— Raw data —
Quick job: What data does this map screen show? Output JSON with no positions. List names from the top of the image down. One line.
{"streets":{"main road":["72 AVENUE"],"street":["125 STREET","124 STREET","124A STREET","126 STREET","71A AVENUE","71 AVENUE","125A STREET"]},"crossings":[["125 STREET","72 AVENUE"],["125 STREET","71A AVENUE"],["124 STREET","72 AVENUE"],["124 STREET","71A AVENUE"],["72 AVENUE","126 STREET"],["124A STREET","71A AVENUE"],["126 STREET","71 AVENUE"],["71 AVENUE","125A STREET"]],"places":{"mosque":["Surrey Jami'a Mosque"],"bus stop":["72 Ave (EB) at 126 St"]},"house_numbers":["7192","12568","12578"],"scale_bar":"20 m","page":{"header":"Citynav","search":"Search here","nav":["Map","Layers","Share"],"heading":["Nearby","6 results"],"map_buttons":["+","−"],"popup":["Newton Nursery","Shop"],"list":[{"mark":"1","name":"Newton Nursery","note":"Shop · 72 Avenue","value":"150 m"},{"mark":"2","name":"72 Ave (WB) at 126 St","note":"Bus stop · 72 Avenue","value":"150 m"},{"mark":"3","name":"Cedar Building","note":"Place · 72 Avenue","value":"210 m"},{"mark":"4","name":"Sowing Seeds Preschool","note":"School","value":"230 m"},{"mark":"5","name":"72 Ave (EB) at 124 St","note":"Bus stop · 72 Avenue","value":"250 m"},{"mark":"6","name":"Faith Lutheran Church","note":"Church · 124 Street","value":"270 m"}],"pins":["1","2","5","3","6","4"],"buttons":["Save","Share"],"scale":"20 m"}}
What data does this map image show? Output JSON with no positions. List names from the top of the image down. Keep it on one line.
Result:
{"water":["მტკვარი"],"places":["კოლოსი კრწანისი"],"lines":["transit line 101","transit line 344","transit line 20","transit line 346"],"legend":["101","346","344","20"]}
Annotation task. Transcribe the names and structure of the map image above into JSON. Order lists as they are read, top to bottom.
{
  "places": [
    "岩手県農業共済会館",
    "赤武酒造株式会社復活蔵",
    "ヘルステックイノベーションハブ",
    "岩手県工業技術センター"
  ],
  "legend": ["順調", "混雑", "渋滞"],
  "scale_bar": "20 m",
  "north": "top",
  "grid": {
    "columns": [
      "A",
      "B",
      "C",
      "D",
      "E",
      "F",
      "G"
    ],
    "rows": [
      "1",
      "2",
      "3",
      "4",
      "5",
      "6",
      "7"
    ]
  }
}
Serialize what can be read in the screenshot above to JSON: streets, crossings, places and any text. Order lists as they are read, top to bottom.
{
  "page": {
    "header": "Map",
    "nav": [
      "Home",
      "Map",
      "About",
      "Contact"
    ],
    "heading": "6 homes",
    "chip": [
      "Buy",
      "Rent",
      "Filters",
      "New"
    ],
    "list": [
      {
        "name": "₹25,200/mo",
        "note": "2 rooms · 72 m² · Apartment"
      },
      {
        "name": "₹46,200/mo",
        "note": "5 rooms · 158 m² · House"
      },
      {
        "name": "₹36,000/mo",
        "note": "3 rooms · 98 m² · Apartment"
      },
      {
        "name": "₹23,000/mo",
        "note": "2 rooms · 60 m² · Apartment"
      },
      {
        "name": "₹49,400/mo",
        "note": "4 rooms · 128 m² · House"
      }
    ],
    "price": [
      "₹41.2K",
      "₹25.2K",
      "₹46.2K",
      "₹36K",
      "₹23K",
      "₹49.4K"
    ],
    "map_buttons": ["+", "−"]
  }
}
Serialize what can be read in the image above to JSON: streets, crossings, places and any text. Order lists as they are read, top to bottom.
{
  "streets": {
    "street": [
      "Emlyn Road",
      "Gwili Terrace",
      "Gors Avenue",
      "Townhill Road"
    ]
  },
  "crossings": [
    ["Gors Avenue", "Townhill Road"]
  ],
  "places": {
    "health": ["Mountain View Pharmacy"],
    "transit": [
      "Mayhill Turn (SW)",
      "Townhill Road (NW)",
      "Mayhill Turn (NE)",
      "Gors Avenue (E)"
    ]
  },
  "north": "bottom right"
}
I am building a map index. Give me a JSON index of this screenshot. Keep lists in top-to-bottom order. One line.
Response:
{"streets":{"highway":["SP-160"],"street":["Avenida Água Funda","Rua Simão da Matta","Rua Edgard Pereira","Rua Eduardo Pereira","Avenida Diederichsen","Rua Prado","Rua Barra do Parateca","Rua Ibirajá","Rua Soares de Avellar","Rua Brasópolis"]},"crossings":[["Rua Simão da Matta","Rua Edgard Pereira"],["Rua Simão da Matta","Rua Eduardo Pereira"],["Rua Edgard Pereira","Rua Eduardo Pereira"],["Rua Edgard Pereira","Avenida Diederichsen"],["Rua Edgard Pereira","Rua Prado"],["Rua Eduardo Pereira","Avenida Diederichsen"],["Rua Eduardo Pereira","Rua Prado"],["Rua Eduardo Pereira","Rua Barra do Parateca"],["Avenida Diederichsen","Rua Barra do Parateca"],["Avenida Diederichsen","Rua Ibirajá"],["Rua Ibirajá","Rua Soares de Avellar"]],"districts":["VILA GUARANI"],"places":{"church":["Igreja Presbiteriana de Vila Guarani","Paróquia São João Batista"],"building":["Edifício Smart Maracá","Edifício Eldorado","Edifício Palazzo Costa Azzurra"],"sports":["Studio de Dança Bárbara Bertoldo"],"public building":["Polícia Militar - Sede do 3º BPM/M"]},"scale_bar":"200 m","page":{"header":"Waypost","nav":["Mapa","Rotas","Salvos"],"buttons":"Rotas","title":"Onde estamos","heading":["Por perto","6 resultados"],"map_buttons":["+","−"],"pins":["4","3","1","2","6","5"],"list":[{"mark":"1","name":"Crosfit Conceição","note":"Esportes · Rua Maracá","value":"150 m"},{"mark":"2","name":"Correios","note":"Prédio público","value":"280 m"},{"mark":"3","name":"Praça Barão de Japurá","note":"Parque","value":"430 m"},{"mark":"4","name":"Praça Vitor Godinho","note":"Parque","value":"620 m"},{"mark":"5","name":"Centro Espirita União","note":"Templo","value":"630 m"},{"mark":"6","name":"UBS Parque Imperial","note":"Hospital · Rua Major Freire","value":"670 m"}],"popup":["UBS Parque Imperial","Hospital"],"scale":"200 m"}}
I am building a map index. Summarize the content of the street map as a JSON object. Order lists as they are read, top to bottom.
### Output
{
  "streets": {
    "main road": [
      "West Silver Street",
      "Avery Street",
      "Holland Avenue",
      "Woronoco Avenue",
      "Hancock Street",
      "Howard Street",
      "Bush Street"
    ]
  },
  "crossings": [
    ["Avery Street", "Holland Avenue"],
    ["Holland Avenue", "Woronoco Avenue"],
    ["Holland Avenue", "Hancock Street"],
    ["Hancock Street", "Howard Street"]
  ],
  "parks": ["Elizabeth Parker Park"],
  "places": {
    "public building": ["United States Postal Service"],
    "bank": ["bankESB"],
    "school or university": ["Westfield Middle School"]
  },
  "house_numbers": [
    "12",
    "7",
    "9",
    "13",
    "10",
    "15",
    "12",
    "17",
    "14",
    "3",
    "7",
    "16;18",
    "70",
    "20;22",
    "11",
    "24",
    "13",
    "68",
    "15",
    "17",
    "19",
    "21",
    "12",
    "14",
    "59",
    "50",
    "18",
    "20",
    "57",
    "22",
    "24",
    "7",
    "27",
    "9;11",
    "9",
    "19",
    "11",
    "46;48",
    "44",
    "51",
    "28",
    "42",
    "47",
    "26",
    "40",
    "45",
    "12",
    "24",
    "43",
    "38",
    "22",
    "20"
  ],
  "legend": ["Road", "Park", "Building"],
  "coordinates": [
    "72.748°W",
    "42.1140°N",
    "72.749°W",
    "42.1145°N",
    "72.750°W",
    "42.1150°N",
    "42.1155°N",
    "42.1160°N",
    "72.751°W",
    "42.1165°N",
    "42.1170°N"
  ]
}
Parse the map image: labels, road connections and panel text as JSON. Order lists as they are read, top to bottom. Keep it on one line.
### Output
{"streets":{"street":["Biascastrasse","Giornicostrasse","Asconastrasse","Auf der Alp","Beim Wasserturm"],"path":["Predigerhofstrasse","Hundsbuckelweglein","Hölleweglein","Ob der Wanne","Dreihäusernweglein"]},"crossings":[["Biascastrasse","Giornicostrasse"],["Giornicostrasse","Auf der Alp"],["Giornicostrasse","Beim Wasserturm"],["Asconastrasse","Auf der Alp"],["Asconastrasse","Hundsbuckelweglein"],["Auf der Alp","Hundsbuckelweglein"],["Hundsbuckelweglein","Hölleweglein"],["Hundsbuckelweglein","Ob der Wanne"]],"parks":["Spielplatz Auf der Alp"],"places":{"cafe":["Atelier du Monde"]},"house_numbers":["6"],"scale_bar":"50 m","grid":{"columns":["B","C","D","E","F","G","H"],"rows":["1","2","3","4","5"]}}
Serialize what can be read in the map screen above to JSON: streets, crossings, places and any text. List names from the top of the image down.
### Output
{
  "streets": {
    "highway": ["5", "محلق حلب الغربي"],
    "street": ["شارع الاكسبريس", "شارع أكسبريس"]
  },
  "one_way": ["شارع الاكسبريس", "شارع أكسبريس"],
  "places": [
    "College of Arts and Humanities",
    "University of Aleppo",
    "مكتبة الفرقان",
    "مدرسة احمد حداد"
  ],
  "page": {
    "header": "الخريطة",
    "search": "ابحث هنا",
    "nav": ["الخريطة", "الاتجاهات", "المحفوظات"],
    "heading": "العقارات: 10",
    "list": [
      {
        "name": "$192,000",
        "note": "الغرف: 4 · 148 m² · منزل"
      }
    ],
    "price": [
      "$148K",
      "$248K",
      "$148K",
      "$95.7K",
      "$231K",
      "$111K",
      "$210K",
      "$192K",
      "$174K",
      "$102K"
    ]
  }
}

— Aim of the task —
Within the data above, pick out all lines holding the word "Hancock".

— Written response —
      "Hancock Street",
    ["Holland Avenue", "Hancock Street"],
    ["Hancock Street", "Howard Street"]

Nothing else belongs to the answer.